WAUKESHA, Wisc. (CN) - Wisconsin cut off funding for an 11-year-old autistic boy's music therapy, falsely claiming that "music therapy was not recognized as evidence-based therapy," the boy's mother claims in court.

Fatma Demirbilek sued the Wisconsin Department of Health Services, in Waukesha County Court, on behalf of her son.

Her son, E.D., had been receiving twice weekly music therapy under the Children's Long Term Support Program, a Medicaid waiver program.

The state in November 2012 ordered county agencies to stop using Medicaid waiver funds for music therapy, "because in its opinion, music therapy was not recognized as evidence-based therapy," the Demirbileks say in the complaint.

The boy, who had been receiving twice-weekly 30-minute sessions of music therapy, was cut off effective Feb. 1, 2013.

On Feb. 8, 2013, however, the DHS reversed its order "and ordered country agencies to reinstate the music therapy services of waiver recipients pending further review," the complaint states.

But not for E.D.

On March 7, 2013, the DHS sent him a letter saying he was still cut off, retroactive to Jan. 31, 2013, because DHS considered music therapy an "experimental treatment."
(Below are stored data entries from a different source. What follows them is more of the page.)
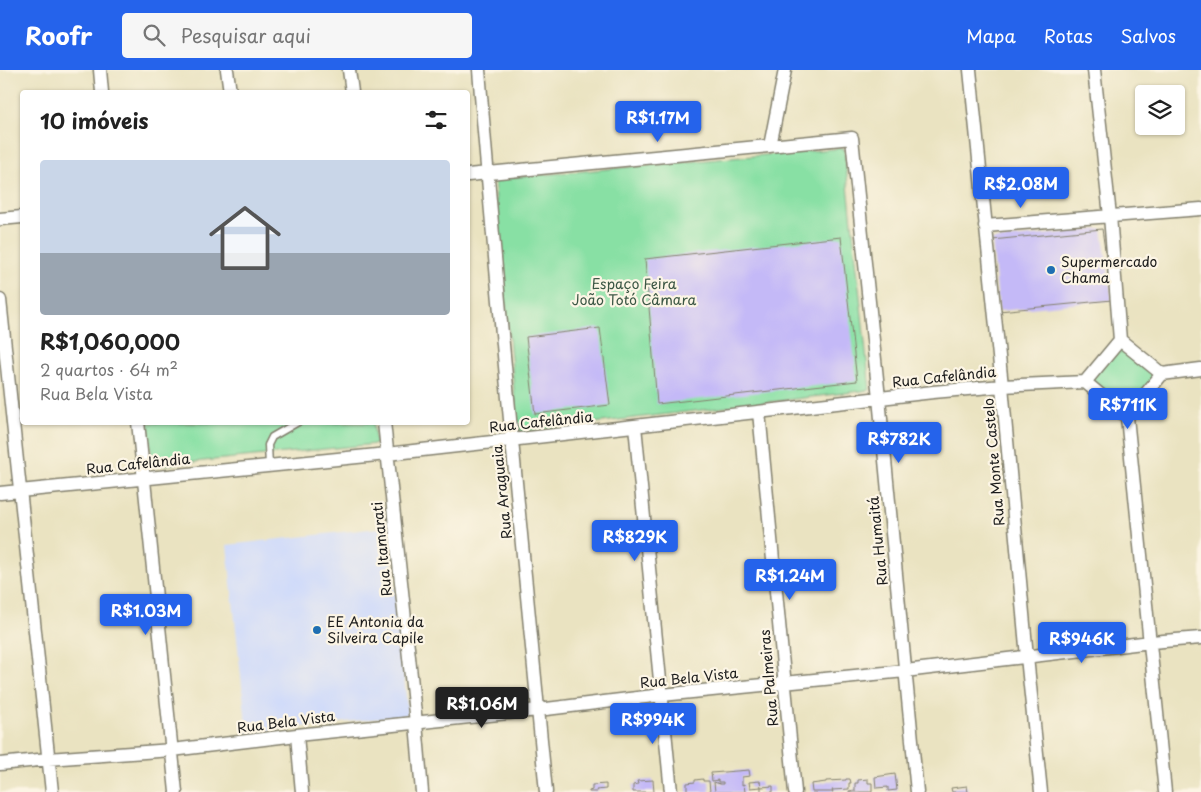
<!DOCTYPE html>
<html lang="pt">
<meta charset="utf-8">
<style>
:root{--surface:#fff;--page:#f6f6f6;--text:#222;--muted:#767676;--line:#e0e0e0;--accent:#2563eb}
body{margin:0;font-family:"Playpen Sans",sans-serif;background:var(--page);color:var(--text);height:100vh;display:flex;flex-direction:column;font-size:19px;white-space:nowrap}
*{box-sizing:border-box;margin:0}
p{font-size:16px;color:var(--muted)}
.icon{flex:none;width:28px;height:28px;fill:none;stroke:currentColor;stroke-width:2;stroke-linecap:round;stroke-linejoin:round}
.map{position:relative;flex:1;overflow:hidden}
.sheet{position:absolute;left:20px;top:20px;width:450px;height:335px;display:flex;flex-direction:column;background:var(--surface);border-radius:5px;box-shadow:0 1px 4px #0004}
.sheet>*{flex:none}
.buttons{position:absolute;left:1135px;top:15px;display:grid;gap:10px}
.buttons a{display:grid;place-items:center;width:50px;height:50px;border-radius:5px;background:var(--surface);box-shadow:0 1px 4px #0004;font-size:25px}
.price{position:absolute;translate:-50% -42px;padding:0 11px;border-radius:5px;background:var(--accent);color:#fff;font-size:16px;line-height:32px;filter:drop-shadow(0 1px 2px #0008)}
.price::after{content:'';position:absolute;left:50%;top:30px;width:15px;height:11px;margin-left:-8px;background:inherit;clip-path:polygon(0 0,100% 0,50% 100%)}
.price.selected{background:#222;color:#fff}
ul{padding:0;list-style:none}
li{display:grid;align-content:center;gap:10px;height:265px;padding:0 20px}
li+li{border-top:1px solid var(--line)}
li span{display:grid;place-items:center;height:155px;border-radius:5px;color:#555}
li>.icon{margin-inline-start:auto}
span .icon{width:90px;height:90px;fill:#fffc;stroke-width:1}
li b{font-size:21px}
h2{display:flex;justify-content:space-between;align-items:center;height:60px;padding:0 20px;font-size:21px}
header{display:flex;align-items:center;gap:30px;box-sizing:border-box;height:70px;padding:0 25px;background:var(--accent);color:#fff}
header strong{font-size:24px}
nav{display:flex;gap:28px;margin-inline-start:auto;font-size:18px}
.search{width:350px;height:45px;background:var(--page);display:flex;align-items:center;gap:12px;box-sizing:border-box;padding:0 18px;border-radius:5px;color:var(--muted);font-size:19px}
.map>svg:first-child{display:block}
</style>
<header>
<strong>Roofr</strong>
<div class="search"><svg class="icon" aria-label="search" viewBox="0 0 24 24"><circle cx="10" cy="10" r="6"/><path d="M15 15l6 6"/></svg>Pesquisar aqui</div>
<nav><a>Mapa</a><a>Rotas</a><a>Salvos</a></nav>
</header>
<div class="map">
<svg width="1201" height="722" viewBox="0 0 1201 722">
<rect width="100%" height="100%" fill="#fcf5e5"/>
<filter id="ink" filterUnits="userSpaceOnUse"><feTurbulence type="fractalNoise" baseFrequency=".02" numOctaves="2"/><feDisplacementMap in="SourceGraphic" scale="10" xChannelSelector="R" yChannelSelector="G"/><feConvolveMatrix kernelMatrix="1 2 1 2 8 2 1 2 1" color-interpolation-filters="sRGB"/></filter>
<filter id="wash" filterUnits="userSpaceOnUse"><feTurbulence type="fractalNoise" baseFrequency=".0096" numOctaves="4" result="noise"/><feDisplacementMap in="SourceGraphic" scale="20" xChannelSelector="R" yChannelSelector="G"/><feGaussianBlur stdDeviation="1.12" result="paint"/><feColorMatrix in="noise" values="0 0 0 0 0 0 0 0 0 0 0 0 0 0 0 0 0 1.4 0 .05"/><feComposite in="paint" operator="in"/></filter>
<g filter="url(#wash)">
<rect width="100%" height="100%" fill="#eae3c1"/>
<path fill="#cfdafa" d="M 388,457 L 408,645 L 247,663 L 227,475 Z"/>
<path fill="#88e0a4" stroke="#527e60" d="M 844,78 L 870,320 L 518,362 L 494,109 Z
M 1119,273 L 1158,305 L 1127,343 L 1088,311 Z
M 148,353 L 373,353 L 376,374 L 153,396 Z"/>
<g id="blocks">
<path fill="#c4b9f7" d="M 1102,159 L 1112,230 L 999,241 L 992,170 Z
M 841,167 L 857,311 L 657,334 L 645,189 Z
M 600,258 L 610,335 L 535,344 L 526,267 Z
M 749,700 L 750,706 L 742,707 L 742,715 L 744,714 L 745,722 L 715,722 L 714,712 L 720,714 L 723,714 L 723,712 L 718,712 L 718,710 L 712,711 L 711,703 Z
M 895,704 L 897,720 L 888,721 L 888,717 L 876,718 L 875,707 Z
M 703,709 L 703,711 L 709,711 L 710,722 L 687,722 L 687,713 L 695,712 L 695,710 Z
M 846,709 L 850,709 L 851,713 L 849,713 L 849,719 L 832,720 L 833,722 L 812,722 L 811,714 L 826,712 L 826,711 L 846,710 Z
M 868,709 L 868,713 L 872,713 L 872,722 L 849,722 L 849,721 L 855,720 L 855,713 L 858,713 L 858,710 Z
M 653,710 L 654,722 L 633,722 L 633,715 L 638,714 L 637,711 Z
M 760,711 L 761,717 L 750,718 L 749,712 Z
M 606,714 L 606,719 L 596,720 L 597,722 L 589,722 L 589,721 L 592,720 L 592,715 Z
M 773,716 L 773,722 L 761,722 L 761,717 Z
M 967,716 L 968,722 L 952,722 L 951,718 Z"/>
</g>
</g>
<g filter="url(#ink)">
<use href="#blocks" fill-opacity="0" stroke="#83806e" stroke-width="1"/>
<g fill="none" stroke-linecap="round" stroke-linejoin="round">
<defs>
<path id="lane" d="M 269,396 L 268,375 L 272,367 L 298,352"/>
<path id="street" d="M 100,0 L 102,22
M 227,0 L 230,22
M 349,0 L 352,22
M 479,0 C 498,241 523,481 546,722
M 970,0 L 1002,316 L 1027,587 L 1041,722
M 1094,0 L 1110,146 L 1120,270
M 770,76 L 785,0
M 468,105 L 852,68 L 879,328 L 917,722
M 0,149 L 22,147
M 985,156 L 1201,139
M 0,230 L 52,722
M 1120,270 L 1162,304 L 1127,347 L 1085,312 Z
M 1162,304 L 1201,299
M 759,342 L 795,722
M 1127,347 L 1165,722
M 138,352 L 176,722
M 384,352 L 416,653 L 422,722
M 635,356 L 671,722
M 0,423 L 387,384 L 933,322 L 1002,316 L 1085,312
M 297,665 L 302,722
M 0,694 L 48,689 L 172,680 L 297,665 L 538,640 L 662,625 L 905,601 L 1151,572 L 1201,568"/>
</defs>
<use href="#lane" stroke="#83806e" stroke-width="9"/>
<use href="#street" stroke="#83806e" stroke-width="15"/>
<use href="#lane" stroke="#fff" stroke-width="6"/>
<use href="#street" stroke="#fff" stroke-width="12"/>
</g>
</g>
<g fill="#1f6fb2" stroke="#fcf5e5" stroke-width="2">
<circle cx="1051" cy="200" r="5"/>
<circle cx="317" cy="560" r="5"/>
</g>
<g text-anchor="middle" stroke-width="4.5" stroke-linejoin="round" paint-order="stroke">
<g font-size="14" fill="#1c1c1c" stroke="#fcf5e5" text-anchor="start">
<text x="1061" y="197">Supermercado<tspan x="1061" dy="16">Chama</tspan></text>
<text x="327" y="557">EE Antonia da<tspan x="327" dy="16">Silveira Capile</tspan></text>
</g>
<g font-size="14" fill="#3c5745" stroke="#fcf5e5">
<text x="634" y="219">Espaço Feira<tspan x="634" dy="16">João Totó Câmara</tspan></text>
</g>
<g font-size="14" fill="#1c1c1c" stroke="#fcf5e5">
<text transform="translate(944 307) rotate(-6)" y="5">Rua Cafelândia</text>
<text transform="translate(541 352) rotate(-6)" y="5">Rua Cafelândia</text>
<text transform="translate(994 392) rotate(-95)" y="5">Rua Monte Castelo</text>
<text transform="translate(138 394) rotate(-6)" y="5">Rua Cafelândia</text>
<text transform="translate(502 422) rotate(-96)" y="5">Rua Araguaia</text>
<text transform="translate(878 471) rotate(-96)" y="5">Rua Humaitá</text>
<text transform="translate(382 479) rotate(-96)" y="5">Rua Itamarati</text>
<text transform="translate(689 608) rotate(-6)" y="5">Rua Bela Vista</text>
<text transform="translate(769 608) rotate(-95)" y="5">Rua Palmeiras</text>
<text transform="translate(286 652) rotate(-7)" y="5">Rua Bela Vista</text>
</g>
</g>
</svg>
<div class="buttons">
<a><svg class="icon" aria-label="layers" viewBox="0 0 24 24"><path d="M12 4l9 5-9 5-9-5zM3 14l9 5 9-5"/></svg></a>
</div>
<b class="price" style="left:658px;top:73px">R$1.17M</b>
<b class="price" style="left:1021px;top:139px">R$2.08M</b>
<b class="price" style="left:1128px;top:360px">R$711K</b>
<b class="price" style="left:899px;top:394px">R$782K</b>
<b class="price" style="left:635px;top:492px">R$829K</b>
<b class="price" style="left:790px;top:531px">R$1.24M</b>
<b class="price" style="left:146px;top:566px">R$1.03M</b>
<b class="price" style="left:1082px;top:594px">R$946K</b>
<b class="price selected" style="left:482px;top:659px">R$1.06M</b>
<b class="price" style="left:653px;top:675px">R$994K</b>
<section class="sheet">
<h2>10 imóveis<svg class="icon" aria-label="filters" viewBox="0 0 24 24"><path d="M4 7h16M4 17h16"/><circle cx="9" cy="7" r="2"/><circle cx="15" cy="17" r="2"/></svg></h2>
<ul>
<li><span style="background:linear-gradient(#c9d6e8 60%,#9aa5b1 0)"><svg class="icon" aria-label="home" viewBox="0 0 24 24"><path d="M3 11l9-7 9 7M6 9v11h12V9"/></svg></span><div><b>R$1,060,000</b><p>2 quartos · 64 m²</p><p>Rua Bela Vista</p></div></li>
</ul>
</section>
</div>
The first academic program in music therapy was established at Michigan State University in 1944, after it was found that music therapy could help the physical and psychological pain of veterans wounded in World War II. "But music therapy remained, for the next quarter of a century, scarcely recognized," neurologist Oliver Sacks, M.D., wrote in his book, "Musicophilia."

Today music therapy is offered as a major field at some colleges and universities, at the graduate and post-graduate levels, according to the American Music Therapy Association.

In Wisconsin lawsuit, the family won on appeal, but was denied attorney's fees "on grounds that the respondent's decision was substantially justified."

The family seeks declaratory judgment on "1) whether the respondent's decision was in whole or part substantially justified; and 2) whether the petitioner is entitled to a fee award."

"Petitioner seeks judicial review because the respondent's decision violates the due process clause of the United States Constitution and is not based on substantial evidence in the record."

The family is represented by Shirin Cabraal with Disability Rights Wisconsin, of Milwaukee.